#### [EXERCISE OBJECTIVE]
Every line of the material below should be retyped exactly.

════

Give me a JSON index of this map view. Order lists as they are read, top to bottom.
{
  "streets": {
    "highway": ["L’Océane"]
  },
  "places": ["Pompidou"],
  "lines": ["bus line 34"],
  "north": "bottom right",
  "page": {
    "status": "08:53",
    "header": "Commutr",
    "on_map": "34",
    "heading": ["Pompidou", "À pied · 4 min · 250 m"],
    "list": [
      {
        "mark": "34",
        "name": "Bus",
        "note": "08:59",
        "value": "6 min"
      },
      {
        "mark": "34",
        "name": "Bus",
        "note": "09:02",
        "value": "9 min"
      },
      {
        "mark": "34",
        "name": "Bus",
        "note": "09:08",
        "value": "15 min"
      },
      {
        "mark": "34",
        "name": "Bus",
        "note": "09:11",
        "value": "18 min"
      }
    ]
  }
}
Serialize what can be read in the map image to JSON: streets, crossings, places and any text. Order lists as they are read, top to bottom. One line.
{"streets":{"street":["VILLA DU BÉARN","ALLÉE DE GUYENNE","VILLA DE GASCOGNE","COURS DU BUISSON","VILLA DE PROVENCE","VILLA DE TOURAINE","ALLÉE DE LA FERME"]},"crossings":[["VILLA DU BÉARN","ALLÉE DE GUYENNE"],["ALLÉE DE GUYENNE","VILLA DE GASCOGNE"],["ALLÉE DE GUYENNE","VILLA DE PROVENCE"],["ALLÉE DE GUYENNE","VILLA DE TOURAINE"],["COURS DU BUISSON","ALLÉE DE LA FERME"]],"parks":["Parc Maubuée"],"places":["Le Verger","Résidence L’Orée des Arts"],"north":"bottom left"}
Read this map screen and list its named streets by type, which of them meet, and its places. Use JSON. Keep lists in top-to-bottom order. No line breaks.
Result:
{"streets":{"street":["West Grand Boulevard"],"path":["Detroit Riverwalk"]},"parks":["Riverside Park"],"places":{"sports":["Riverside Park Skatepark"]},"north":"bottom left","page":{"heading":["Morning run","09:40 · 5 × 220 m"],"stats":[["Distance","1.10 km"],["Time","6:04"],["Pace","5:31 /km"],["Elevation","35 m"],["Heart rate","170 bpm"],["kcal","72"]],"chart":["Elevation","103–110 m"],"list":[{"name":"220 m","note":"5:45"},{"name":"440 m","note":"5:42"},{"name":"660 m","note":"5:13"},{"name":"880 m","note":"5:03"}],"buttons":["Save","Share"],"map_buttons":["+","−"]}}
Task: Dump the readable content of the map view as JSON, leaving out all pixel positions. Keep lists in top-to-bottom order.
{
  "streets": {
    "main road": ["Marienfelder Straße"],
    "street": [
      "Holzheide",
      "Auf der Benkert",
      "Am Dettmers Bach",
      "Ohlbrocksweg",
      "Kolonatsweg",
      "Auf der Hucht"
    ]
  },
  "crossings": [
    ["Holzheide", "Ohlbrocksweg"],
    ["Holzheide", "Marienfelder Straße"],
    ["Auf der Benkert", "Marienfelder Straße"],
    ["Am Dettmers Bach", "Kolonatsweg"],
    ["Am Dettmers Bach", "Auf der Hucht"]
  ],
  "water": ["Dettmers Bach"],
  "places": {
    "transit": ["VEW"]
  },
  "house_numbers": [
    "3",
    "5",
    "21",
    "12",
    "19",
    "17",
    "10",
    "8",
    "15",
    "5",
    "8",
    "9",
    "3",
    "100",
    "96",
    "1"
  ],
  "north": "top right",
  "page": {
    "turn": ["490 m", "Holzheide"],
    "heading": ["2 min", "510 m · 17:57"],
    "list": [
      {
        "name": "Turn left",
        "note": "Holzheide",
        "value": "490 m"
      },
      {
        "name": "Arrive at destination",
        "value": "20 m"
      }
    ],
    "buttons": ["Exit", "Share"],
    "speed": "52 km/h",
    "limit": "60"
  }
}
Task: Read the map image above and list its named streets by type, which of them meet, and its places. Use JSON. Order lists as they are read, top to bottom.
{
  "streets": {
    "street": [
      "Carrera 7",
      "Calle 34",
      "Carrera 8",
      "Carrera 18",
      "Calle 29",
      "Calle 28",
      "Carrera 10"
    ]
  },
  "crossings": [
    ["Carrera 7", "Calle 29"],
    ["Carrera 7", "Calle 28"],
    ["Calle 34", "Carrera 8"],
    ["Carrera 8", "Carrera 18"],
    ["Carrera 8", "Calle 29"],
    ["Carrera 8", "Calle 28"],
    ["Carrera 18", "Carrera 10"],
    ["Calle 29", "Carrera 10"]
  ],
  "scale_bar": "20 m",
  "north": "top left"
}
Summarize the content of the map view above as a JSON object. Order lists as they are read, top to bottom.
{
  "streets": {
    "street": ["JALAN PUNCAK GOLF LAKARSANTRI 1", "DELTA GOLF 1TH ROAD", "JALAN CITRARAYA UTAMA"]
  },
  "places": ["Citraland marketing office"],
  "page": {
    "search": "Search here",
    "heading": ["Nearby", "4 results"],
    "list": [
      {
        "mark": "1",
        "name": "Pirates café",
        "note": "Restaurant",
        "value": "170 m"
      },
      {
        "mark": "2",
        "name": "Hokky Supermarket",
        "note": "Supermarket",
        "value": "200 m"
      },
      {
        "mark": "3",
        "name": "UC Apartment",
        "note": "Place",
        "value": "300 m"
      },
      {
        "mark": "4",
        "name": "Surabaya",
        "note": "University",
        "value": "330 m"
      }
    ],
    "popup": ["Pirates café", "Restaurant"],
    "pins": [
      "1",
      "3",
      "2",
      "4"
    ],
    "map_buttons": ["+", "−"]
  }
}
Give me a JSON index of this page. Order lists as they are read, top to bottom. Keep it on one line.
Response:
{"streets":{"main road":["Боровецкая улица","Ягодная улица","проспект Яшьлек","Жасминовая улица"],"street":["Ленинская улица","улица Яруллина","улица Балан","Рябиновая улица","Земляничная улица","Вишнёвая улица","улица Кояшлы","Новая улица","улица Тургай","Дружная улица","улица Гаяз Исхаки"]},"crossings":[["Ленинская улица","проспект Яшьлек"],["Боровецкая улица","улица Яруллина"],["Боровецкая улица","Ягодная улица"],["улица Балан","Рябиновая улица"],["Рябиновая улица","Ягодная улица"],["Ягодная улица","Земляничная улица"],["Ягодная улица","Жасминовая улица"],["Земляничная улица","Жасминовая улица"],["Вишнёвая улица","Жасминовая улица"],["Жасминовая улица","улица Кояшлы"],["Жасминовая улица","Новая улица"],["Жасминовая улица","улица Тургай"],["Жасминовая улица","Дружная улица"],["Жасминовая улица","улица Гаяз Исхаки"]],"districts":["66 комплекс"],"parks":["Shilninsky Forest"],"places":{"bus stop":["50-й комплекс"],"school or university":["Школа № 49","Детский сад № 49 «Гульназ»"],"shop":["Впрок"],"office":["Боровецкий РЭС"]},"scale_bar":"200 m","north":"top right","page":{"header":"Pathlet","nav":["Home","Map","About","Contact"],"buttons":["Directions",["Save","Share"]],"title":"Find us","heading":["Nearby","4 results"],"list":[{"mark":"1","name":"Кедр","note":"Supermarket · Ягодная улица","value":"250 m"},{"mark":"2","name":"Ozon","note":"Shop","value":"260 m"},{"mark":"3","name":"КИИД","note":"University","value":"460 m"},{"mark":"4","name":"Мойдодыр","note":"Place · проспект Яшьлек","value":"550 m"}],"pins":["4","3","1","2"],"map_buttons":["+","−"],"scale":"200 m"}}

════

#### [COMPLETED EXERCISE]
Give me a JSON index of this map view. Order lists as they are read, top to bottom.
{
  "streets": {
    "highway": ["L’Océane"]
  },
  "places": ["Pompidou"],
  "lines": ["bus line 34"],
  "north": "bottom right",
  "page": {
    "status": "08:53",
    "header": "Commutr",
    "on_map": "34",
    "heading": ["Pompidou", "À pied · 4 min · 250 m"],
    "list": [
      {
        "mark": "34",
        "name": "Bus",
        "note": "08:59",
        "value": "6 min"
      },
      {
        "mark": "34",
        "name": "Bus",
        "note": "09:02",
        "value": "9 min"
      },
      {
        "mark": "34",
        "name": "Bus",
        "note": "09:08",
        "value": "15 min"
      },
      {
        "mark": "34",
        "name": "Bus",
        "note": "09:11",
        "value": "18 min"
      }
    ]
  }
}
Serialize what can be read in the map image to JSON: streets, crossings, places and any text. Order lists as they are read, top to bottom. One line.
{"streets":{"street":["VILLA DU BÉARN","ALLÉE DE GUYENNE","VILLA DE GASCOGNE","COURS DU BUISSON","VILLA DE PROVENCE","VILLA DE TOURAINE","ALLÉE DE LA FERME"]},"crossings":[["VILLA DU BÉARN","ALLÉE DE GUYENNE"],["ALLÉE DE GUYENNE","VILLA DE GASCOGNE"],["ALLÉE DE GUYENNE","VILLA DE PROVENCE"],["ALLÉE DE GUYENNE","VILLA DE TOURAINE"],["COURS DU BUISSON","ALLÉE DE LA FERME"]],"parks":["Parc Maubuée"],"places":["Le Verger","Résidence L’Orée des Arts"],"north":"bottom left"}
Read this map screen and list its named streets by type, which of them meet, and its places. Use JSON. Keep lists in top-to-bottom order. No line breaks.
Result:
{"streets":{"street":["West Grand Boulevard"],"path":["Detroit Riverwalk"]},"parks":["Riverside Park"],"places":{"sports":["Riverside Park Skatepark"]},"north":"bottom left","page":{"heading":["Morning run","09:40 · 5 × 220 m"],"stats":[["Distance","1.10 km"],["Time","6:04"],["Pace","5:31 /km"],["Elevation","35 m"],["Heart rate","170 bpm"],["kcal","72"]],"chart":["Elevation","103–110 m"],"list":[{"name":"220 m","note":"5:45"},{"name":"440 m","note":"5:42"},{"name":"660 m","note":"5:13"},{"name":"880 m","note":"5:03"}],"buttons":["Save","Share"],"map_buttons":["+","−"]}}
Task: Dump the readable content of the map view as JSON, leaving out all pixel positions. Keep lists in top-to-bottom order.
{
  "streets": {
    "main road": ["Marienfelder Straße"],
    "street": [
      "Holzheide",
      "Auf der Benkert",
      "Am Dettmers Bach",
      "Ohlbrocksweg",
      "Kolonatsweg",
      "Auf der Hucht"
    ]
  },
  "crossings": [
    ["Holzheide", "Ohlbrocksweg"],
    ["Holzheide", "Marienfelder Straße"],
    ["Auf der Benkert", "Marienfelder Straße"],
    ["Am Dettmers Bach", "Kolonatsweg"],
    ["Am Dettmers Bach", "Auf der Hucht"]
  ],
  "water": ["Dettmers Bach"],
  "places": {
    "transit": ["VEW"]
  },
  "house_numbers": [
    "3",
    "5",
    "21",
    "12",
    "19",
    "17",
    "10",
    "8",
    "15",
    "5",
    "8",
    "9",
    "3",
    "100",
    "96",
    "1"
  ],
  "north": "top right",
  "page": {
    "turn": ["490 m", "Holzheide"],
    "heading": ["2 min", "510 m · 17:57"],
    "list": [
      {
        "name": "Turn left",
        "note": "Holzheide",
        "value": "490 m"
      },
      {
        "name": "Arrive at destination",
        "value": "20 m"
      }
    ],
    "buttons": ["Exit", "Share"],
    "speed": "52 km/h",
    "limit": "60"
  }
}
Task: Read the map image above and list its named streets by type, which of them meet, and its places. Use JSON. Order lists as they are read, top to bottom.
{
  "streets": {
    "street": [
      "Carrera 7",
      "Calle 34",
      "Carrera 8",
      "Carrera 18",
      "Calle 29",
      "Calle 28",
      "Carrera 10"
    ]
  },
  "crossings": [
    ["Carrera 7", "Calle 29"],
    ["Carrera 7", "Calle 28"],
    ["Calle 34", "Carrera 8"],
    ["Carrera 8", "Carrera 18"],
    ["Carrera 8", "Calle 29"],
    ["Carrera 8", "Calle 28"],
    ["Carrera 18", "Carrera 10"],
    ["Calle 29", "Carrera 10"]
  ],
  "scale_bar": "20 m",
  "north": "top left"
}
Summarize the content of the map view above as a JSON object. Order lists as they are read, top to bottom.
{
  "streets": {
    "street": ["JALAN PUNCAK GOLF LAKARSANTRI 1", "DELTA GOLF 1TH ROAD", "JALAN CITRARAYA UTAMA"]
  },
  "places": ["Citraland marketing office"],
  "page": {
    "search": "Search here",
    "heading": ["Nearby", "4 results"],
    "list": [
      {
        "mark": "1",
        "name": "Pirates café",
        "note": "Restaurant",
        "value": "170 m"
      },
      {
        "mark": "2",
        "name": "Hokky Supermarket",
        "note": "Supermarket",
        "value": "200 m"
      },
      {
        "mark": "3",
        "name": "UC Apartment",
        "note": "Place",
        "value": "300 m"
      },
      {
        "mark": "4",
        "name": "Surabaya",
        "note": "University",
        "value": "330 m"
      }
    ],
    "popup": ["Pirates café", "Restaurant"],
    "pins": [
      "1",
      "3",
      "2",
      "4"
    ],
    "map_buttons": ["+", "−"]
  }
}
Give me a JSON index of this page. Order lists as they are read, top to bottom. Keep it on one line.
Response:
{"streets":{"main road":["Боровецкая улица","Ягодная улица","проспект Яшьлек","Жасминовая улица"],"street":["Ленинская улица","улица Яруллина","улица Балан","Рябиновая улица","Земляничная улица","Вишнёвая улица","улица Кояшлы","Новая улица","улица Тургай","Дружная улица","улица Гаяз Исхаки"]},"crossings":[["Ленинская улица","проспект Яшьлек"],["Боровецкая улица","улица Яруллина"],["Боровецкая улица","Ягодная улица"],["улица Балан","Рябиновая улица"],["Рябиновая улица","Ягодная улица"],["Ягодная улица","Земляничная улица"],["Ягодная улица","Жасминовая улица"],["Земляничная улица","Жасминовая улица"],["Вишнёвая улица","Жасминовая улица"],["Жасминовая улица","улица Кояшлы"],["Жасминовая улица","Новая улица"],["Жасминовая улица","улица Тургай"],["Жасминовая улица","Дружная улица"],["Жасминовая улица","улица Гаяз Исхаки"]],"districts":["66 комплекс"],"parks":["Shilninsky Forest"],"places":{"bus stop":["50-й комплекс"],"school or university":["Школа № 49","Детский сад № 49 «Гульназ»"],"shop":["Впрок"],"office":["Боровецкий РЭС"]},"scale_bar":"200 m","north":"top right","page":{"header":"Pathlet","nav":["Home","Map","About","Contact"],"buttons":["Directions",["Save","Share"]],"title":"Find us","heading":["Nearby","4 results"],"list":[{"mark":"1","name":"Кедр","note":"Supermarket · Ягодная улица","value":"250 m"},{"mark":"2","name":"Ozon","note":"Shop","value":"260 m"},{"mark":"3","name":"КИИД","note":"University","value":"460 m"},{"mark":"4","name":"Мойдодыр","note":"Place · проспект Яшьлек","value":"550 m"}],"pins":["4","3","1","2"],"map_buttons":["+","−"],"scale":"200 m"}}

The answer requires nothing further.